AMD Xfire doesn't work/scale nearly as well as SLI. Also, SLI is more beneficial than Xfire because NVidia is hampered by low bandwidth but high stock speeds. SLI aleviates that issue and the faster clock speeds make SLI scale much better. 850/1200 @ 512Bit VS 1100/1500 @ 384 Bit 512 bit won't help rly much at all over 384 bit at this range.
That is a myth, that's not how Crossfire/SLI work.
Textures and shaders need to be loaded on both buffers at the same time, so the active buffer of 2 256 bit cards in SLI/XFires isn't 512, it remains 256.
Same thing with the 650 Ti boost cards, the active memory buffer will remain 192bit because the memory load doesn't split between the cards, it actually doubles because the same load needs to go into both cards.

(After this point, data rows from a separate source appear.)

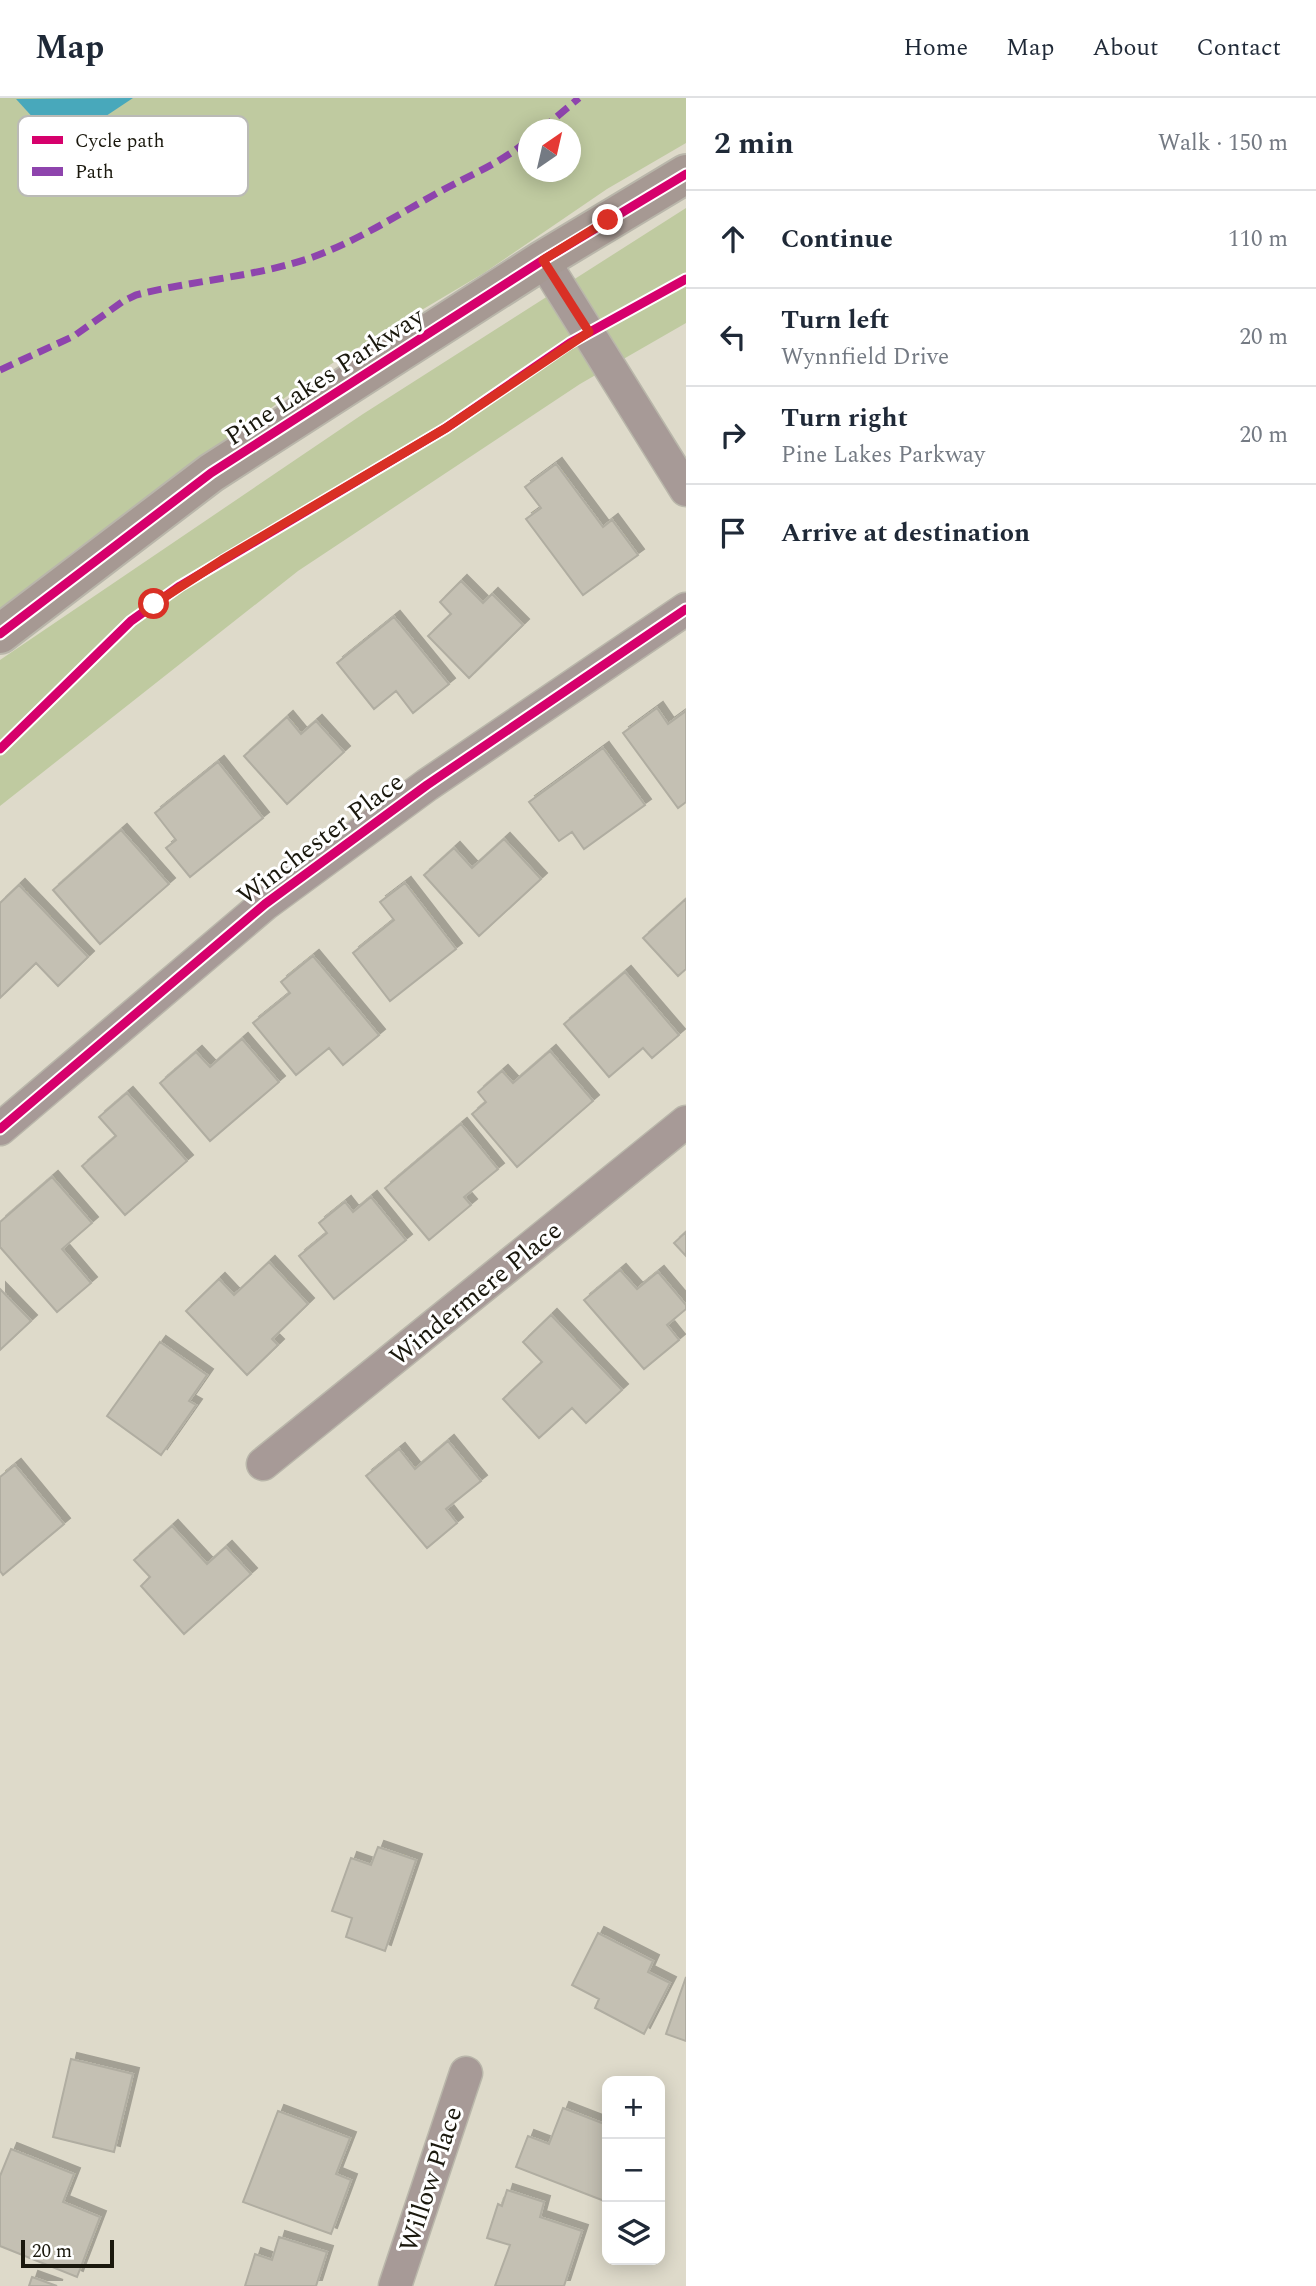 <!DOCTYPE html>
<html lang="en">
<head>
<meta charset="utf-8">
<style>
	:root { --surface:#fff; --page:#f2f2f3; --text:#1f2937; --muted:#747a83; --line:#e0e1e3 }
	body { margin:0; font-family:Spectral,serif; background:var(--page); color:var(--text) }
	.controls { position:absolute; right:21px; bottom:21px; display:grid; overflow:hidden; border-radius:14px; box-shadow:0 4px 18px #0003 }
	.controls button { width:63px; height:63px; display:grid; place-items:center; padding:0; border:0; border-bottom:2px solid var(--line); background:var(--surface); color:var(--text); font:35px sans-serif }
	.compass { position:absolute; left:518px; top:21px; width:63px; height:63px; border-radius:50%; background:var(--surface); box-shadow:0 4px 18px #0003; rotate:34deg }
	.scale { position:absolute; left:21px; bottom:18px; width:93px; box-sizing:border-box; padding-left:7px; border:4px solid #1a180d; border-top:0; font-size:19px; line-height:24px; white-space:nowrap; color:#1a180d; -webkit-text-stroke:5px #fff; paint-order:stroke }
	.stop { position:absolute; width:21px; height:21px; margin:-16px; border:5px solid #d93025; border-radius:50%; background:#fff }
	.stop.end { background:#d93025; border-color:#fff; box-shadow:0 2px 7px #0008 }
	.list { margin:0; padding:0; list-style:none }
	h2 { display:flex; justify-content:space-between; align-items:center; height:91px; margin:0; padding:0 28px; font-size:30px }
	h2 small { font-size:23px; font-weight:400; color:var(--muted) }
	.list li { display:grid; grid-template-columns:46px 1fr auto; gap:21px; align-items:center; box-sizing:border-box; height:98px; padding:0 28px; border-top:2px solid var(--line) }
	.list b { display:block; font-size:26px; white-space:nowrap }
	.list p { margin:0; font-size:23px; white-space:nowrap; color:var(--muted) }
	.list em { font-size:23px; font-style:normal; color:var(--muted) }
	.icon { flex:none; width:38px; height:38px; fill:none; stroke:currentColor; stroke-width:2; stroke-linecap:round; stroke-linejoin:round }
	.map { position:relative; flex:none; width:686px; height:2188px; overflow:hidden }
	header { display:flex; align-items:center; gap:42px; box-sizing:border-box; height:98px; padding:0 35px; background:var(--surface); border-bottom:2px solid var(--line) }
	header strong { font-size:33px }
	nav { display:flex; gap:38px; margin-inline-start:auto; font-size:24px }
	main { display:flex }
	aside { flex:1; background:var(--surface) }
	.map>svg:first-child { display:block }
</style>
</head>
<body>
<header>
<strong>Map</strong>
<nav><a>Home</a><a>Map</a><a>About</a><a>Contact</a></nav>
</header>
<main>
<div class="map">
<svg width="686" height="2188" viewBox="0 0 686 2188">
	<defs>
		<filter id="shadow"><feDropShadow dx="6" dy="-6" stdDeviation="0" flood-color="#0004"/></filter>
	</defs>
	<rect width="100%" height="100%" fill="#dedaca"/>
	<path fill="#bfcaa0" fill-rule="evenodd" d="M0 0H686V45L607 91 484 175 334 264 73 454 0 513ZM528 32H570V74H528Z
		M686 110V225L580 286 298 473 0 708V562L363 316Z"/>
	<path fill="#48a8bb" d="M133 0 76 38 47 35 16 1Z"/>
	<path fill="#c4c0b3" stroke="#b0ada1" stroke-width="2" filter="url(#shadow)" d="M556 366 603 429 612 422 638 457 583 497 526 421 541 410 525 389Z
		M461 483 483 505 492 496 523 527 469 580 428 538 451 516 440 504Z
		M394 519 449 586 413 615 396 593 374 611 337 565Z
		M657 610 668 626 686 613V704L678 710 623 635Z
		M287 619 301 636 316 623 344 654 287 706 244 658Z
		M603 650 645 707 584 751 572 734 559 743 529 704Z
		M218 664 263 720 190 779 166 750 176 742 155 715Z
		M121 732 169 786 100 846 53 792Z
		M504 741 541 781 479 838 424 777 454 750 472 770Z
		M405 785 456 851 390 903 353 855 394 822 380 804Z
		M19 787 88 859 58 888 36 865 0 900V805Z
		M686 801V871L678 878 643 840Z
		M313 858 379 937 343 967 329 950 296 977 253 925 290 895 281 884Z
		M625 874 679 937 652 960 643 950 609 979 564 926Z
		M242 941 279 984 210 1043 160 985 196 954 210 969Z
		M550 953 593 1003 517 1069 472 1016 486 1004 478 994 502 973 513 985Z
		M127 995 187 1063 125 1117 82 1068 116 1038 99 1019Z
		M461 1026 498 1071 464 1099 471 1107 429 1142 385 1090Z
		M52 1079 92 1125 62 1151 91 1185 57 1214 0 1149V1124Z
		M371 1099 406 1142 334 1201 299 1158 327 1135 319 1125 345 1104 353 1114Z
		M686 1134V1158L674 1145Z
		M269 1164 308 1206 272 1241 278 1247 247 1277 186 1213 219 1181 234 1197Z
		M620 1172 637 1191 658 1174 686 1207V1211L667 1227 679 1242 644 1271 584 1202Z
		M0 1191 31 1223 0 1252Z
		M551 1217 622 1292 586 1325 572 1310 539 1340 503 1301 542 1264 523 1244Z
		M160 1244 207 1277 189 1303 196 1307 161 1357 107 1318Z
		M448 1343 481 1383 446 1411 457 1425 427 1450 366 1378 399 1351 415 1371Z
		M15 1367 64 1426 3 1477 0 1473V1379Z
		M172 1428 207 1466 226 1449 251 1476 184 1536 141 1488 150 1479 134 1462Z
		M378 1749 416 1762 385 1853 346 1839 352 1820 332 1813 351 1760 371 1767Z
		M598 1835 653 1863 648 1874 670 1885 644 1936 595 1910 599 1901 572 1887Z
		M686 1879V1943L666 1936Z
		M71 1961 133 1976 114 2054 53 2039Z
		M563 2010 607 2027V2104L516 2069 528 2038 549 2046Z
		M278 2013 350 2040 336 2076 351 2082 331 2136 243 2104Z
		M11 2051 74 2076 63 2104 100 2119 77 2179 0 2148V2078Z
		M507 2092 544 2104 540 2119 582 2133 564 2188H495L510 2147 487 2140 498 2106 502 2108Z
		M279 2139 327 2154 316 2188H245L255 2156 272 2162Z
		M32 2179 57 2188H29Z"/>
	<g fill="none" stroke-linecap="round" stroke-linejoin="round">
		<g stroke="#b9b6aa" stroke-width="35">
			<path id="street" d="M543 162 686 392
				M0 1031 265 806 427 687 686 511
				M263 1366 686 1024
				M395 2188 466 1975"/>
		</g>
		<g stroke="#b9b6aa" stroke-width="42">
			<path id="secondary" d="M0 536 211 375 543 162 686 76"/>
		</g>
		<use href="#street" stroke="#a79a97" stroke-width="32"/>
		<use href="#secondary" stroke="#a69993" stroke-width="38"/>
		<path stroke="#8e44ad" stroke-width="7" stroke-dasharray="14 7" stroke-linecap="butt" d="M541 32 579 0
			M0 272 74 238 122 204 136 197C194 182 256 179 313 159 359 142 399 116 441 93 472 76 501 65 528 42"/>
		<g stroke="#fff" stroke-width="13">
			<path id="cycleway" d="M0 536 211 375 543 162 686 76
				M0 651 131 523 180 488 446 330 570 245 686 181
				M0 1031 265 806 427 687 686 511"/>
		</g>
		<use href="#cycleway" stroke="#d6006c" stroke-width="9"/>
	</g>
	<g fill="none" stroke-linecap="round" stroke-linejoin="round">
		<path stroke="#d93025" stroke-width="9" d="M154 506 222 462 446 330 589 234 543 162 608 122"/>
	</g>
	<g text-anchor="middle" stroke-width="6" stroke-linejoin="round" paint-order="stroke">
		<g font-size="26" fill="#1a180d" stroke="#fff">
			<text transform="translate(324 278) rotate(-33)" y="9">Pine Lakes Parkway</text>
			<text transform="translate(320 740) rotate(-37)" y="9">Winchester Place</text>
			<text transform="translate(475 1195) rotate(-39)" y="9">Windermere Place</text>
			<text transform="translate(430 2081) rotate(-72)" y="9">Willow Place</text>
		</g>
	</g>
	<rect x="18" y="18" width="230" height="80" rx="10" fill="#fff" stroke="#babab6" stroke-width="2"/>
	<rect x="32" y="38" width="31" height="8" fill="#d6006c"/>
	<rect x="32" y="69" width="31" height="9" fill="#8e44ad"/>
	<g font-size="19" fill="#1a180d">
		<text x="75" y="49">Cycle path</text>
		<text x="75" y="80">Path</text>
	</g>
</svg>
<div class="controls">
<button>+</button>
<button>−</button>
<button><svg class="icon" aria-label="layers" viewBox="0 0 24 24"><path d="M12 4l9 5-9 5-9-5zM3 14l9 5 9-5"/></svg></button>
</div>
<svg class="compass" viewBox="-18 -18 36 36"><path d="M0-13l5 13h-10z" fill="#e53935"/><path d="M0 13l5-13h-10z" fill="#747a83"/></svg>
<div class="scale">20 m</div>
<div class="stop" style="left:154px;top:506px"></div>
<div class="stop end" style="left:608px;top:122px"></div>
</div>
<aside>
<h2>2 min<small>Walk · 150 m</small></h2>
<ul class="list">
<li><svg class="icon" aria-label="ahead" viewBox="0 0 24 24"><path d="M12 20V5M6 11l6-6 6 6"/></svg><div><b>Continue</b></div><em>110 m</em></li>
<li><svg class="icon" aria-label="left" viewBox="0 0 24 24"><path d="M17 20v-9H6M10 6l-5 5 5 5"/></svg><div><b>Turn left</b><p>Wynnfield Drive</p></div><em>20 m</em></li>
<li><svg class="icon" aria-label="right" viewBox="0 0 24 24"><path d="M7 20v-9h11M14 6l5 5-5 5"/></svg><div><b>Turn right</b><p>Pine Lakes Parkway</p></div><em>20 m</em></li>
<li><svg class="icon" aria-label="arrive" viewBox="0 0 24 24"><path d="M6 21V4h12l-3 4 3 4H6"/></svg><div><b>Arrive at destination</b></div></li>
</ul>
</aside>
</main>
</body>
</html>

Crossfire and SLI scaling depends largely on the game and this is evidently clear in Linus's Titan review as the SLI 660 Ti setup failed completely in one game while the Asus Ares II failed in another game.
Numerous reviews also show that two 7970 Ghz edition cards in crossfire generally outperform 2 GTX 680s in SLI.
Scaling in SLI isn't generally bad nor is Crossfire scaling generally bad , each is just not as good in some games as the other.